*** Opening of Data for review ***

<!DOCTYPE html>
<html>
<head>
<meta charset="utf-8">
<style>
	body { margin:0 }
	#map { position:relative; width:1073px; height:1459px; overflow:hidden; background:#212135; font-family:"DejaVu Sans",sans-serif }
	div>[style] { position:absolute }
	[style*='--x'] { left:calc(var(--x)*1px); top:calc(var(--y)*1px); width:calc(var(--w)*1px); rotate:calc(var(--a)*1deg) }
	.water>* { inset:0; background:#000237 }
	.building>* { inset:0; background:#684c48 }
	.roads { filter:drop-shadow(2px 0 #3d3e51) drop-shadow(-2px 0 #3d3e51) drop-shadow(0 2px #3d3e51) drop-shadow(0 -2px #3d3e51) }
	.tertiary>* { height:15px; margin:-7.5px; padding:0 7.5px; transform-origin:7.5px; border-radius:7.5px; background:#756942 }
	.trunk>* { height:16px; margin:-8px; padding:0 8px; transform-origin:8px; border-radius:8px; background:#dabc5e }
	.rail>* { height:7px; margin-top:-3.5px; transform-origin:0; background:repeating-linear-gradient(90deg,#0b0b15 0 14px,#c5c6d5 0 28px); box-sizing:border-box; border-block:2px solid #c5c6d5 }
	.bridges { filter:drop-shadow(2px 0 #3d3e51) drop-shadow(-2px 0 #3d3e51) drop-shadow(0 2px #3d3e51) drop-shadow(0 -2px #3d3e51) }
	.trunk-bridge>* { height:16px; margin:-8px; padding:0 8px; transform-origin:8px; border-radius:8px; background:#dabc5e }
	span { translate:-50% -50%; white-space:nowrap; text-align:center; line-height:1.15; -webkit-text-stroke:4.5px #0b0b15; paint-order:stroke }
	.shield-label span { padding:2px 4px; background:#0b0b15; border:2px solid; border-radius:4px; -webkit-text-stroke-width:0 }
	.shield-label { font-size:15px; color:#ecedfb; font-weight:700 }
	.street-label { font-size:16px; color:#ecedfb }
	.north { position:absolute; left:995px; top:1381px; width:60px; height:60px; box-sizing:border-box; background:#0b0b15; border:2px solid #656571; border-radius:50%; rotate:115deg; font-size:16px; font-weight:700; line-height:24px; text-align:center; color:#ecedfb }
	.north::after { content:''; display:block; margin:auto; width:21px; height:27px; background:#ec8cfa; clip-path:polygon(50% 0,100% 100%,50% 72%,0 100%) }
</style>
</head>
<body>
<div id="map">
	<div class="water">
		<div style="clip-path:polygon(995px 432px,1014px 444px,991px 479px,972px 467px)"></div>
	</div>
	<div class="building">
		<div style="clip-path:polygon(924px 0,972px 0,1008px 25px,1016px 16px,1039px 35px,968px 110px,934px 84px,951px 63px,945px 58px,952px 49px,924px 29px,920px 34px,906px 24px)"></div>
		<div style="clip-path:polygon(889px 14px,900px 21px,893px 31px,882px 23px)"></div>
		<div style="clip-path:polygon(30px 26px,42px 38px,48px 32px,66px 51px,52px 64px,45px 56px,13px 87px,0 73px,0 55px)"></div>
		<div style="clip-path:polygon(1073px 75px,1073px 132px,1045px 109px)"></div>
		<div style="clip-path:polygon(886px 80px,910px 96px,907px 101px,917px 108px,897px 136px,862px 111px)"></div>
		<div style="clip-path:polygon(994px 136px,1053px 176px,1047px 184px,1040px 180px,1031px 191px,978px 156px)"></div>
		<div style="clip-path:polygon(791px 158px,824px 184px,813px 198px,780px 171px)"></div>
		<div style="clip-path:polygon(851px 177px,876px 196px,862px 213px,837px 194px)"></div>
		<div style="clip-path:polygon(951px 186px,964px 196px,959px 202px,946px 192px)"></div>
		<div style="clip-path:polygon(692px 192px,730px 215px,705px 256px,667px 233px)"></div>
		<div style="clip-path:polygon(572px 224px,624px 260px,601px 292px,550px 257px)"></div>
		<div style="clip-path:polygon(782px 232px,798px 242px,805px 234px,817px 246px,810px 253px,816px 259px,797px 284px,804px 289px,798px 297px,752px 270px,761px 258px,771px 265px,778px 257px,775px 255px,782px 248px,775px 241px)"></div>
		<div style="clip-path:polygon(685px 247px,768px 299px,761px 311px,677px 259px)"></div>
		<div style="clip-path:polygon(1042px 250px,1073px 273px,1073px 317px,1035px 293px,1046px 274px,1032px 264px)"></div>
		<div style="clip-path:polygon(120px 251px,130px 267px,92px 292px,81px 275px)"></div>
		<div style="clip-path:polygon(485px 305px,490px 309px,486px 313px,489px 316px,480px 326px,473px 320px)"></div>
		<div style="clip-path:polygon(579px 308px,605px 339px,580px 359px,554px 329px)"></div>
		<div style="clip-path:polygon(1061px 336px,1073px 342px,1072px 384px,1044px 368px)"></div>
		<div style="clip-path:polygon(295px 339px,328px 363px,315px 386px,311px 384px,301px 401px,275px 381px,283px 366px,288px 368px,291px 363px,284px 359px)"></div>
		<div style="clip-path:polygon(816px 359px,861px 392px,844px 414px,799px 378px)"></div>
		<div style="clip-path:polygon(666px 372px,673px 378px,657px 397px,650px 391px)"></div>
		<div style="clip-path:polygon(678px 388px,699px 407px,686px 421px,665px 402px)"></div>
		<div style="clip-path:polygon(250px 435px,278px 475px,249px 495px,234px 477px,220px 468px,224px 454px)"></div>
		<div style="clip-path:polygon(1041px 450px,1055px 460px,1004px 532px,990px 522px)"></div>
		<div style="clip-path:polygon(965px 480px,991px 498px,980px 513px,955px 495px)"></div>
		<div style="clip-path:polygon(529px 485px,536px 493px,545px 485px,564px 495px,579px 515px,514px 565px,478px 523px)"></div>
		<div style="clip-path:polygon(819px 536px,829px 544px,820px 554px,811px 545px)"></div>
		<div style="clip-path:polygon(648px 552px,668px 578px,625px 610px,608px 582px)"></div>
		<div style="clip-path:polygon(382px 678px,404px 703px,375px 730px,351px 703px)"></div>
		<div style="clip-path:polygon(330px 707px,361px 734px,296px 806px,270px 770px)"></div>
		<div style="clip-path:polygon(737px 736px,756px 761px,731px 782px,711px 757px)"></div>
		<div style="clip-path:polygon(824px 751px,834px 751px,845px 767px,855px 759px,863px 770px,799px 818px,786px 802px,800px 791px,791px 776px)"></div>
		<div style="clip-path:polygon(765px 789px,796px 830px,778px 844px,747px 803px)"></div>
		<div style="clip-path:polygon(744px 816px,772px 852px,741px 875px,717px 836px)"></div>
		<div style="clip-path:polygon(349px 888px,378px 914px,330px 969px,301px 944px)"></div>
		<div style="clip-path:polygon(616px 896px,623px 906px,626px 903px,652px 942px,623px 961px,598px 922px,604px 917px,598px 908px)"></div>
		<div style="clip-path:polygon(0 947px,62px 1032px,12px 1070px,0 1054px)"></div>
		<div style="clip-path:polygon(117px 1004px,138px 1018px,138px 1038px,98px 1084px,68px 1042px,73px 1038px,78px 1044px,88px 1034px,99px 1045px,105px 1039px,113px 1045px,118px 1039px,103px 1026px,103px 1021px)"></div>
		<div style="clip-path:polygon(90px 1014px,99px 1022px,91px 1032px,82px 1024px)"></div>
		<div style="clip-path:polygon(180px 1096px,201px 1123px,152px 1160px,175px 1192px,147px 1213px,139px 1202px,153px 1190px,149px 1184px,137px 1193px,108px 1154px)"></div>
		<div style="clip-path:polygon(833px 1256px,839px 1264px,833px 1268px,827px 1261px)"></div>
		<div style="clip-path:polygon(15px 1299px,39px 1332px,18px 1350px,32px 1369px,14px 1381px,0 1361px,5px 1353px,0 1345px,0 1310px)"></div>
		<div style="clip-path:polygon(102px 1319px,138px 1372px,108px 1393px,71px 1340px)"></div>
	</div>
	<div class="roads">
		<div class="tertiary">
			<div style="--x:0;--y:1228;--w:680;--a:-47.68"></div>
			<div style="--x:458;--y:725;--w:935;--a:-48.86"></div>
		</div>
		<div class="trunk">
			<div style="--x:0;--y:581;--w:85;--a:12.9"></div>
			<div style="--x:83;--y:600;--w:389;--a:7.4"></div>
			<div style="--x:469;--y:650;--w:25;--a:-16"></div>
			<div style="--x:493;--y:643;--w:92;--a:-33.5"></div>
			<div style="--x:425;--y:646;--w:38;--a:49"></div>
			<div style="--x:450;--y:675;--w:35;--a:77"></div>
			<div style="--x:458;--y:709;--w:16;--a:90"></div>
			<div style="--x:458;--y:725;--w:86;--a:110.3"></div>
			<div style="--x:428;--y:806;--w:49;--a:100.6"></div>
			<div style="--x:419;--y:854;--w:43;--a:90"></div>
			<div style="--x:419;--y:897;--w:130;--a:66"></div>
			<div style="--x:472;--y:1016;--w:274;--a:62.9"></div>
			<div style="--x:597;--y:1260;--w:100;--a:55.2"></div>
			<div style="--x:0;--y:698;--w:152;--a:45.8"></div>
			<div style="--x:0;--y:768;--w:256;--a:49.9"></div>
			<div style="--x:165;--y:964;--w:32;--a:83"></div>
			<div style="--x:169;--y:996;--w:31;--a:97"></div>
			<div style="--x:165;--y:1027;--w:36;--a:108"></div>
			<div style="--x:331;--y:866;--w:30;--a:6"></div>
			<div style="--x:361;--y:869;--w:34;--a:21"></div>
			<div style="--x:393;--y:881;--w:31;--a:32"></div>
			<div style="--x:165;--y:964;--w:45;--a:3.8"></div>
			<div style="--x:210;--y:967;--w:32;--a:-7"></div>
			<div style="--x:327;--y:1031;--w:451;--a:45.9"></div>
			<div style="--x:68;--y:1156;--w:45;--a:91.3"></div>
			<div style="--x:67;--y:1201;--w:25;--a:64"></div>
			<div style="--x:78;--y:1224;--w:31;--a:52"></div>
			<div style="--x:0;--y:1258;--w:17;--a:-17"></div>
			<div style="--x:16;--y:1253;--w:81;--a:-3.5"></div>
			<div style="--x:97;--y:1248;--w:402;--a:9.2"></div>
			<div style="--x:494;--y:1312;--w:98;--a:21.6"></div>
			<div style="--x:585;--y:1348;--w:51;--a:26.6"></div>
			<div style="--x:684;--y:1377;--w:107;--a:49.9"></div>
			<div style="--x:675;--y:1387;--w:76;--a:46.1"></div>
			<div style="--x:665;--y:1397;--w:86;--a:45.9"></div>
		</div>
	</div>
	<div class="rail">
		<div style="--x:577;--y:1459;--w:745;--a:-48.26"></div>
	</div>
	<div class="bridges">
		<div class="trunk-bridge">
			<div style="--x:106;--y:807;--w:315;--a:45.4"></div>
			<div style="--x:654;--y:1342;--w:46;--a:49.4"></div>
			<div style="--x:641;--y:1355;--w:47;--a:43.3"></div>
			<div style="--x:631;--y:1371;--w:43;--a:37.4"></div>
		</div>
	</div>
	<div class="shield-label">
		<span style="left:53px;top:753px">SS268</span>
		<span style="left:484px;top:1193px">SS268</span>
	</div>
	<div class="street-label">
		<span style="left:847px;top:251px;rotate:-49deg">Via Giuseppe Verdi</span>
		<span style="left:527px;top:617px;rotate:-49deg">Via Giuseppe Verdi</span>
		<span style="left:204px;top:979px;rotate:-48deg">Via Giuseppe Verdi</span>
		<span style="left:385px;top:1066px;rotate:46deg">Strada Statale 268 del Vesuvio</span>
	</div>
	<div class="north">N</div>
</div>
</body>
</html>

*** Close of Data for review ***

:: What needs to be done ::
Print exactly the lines above, between the one holding "font-size:15px; color:#ecedfb; font-weight:700" and the one holding "position:absolute; left:995px; top:1381px;", inclusive, and nothing besides.

:: Written solution ::
	.shield-label { font-size:15px; color:#ecedfb; font-weight:700 }
	.street-label { font-size:16px; color:#ecedfb }
	.north { position:absolute; left:995px; top:1381px; width:60px; height:60px; box-sizing:border-box; background:#0b0b15; border:2px solid #656571; border-radius:50%; rotate:115deg; font-size:16px; font-weight:700; line-height:24px; text-align:center; color:#ecedfb }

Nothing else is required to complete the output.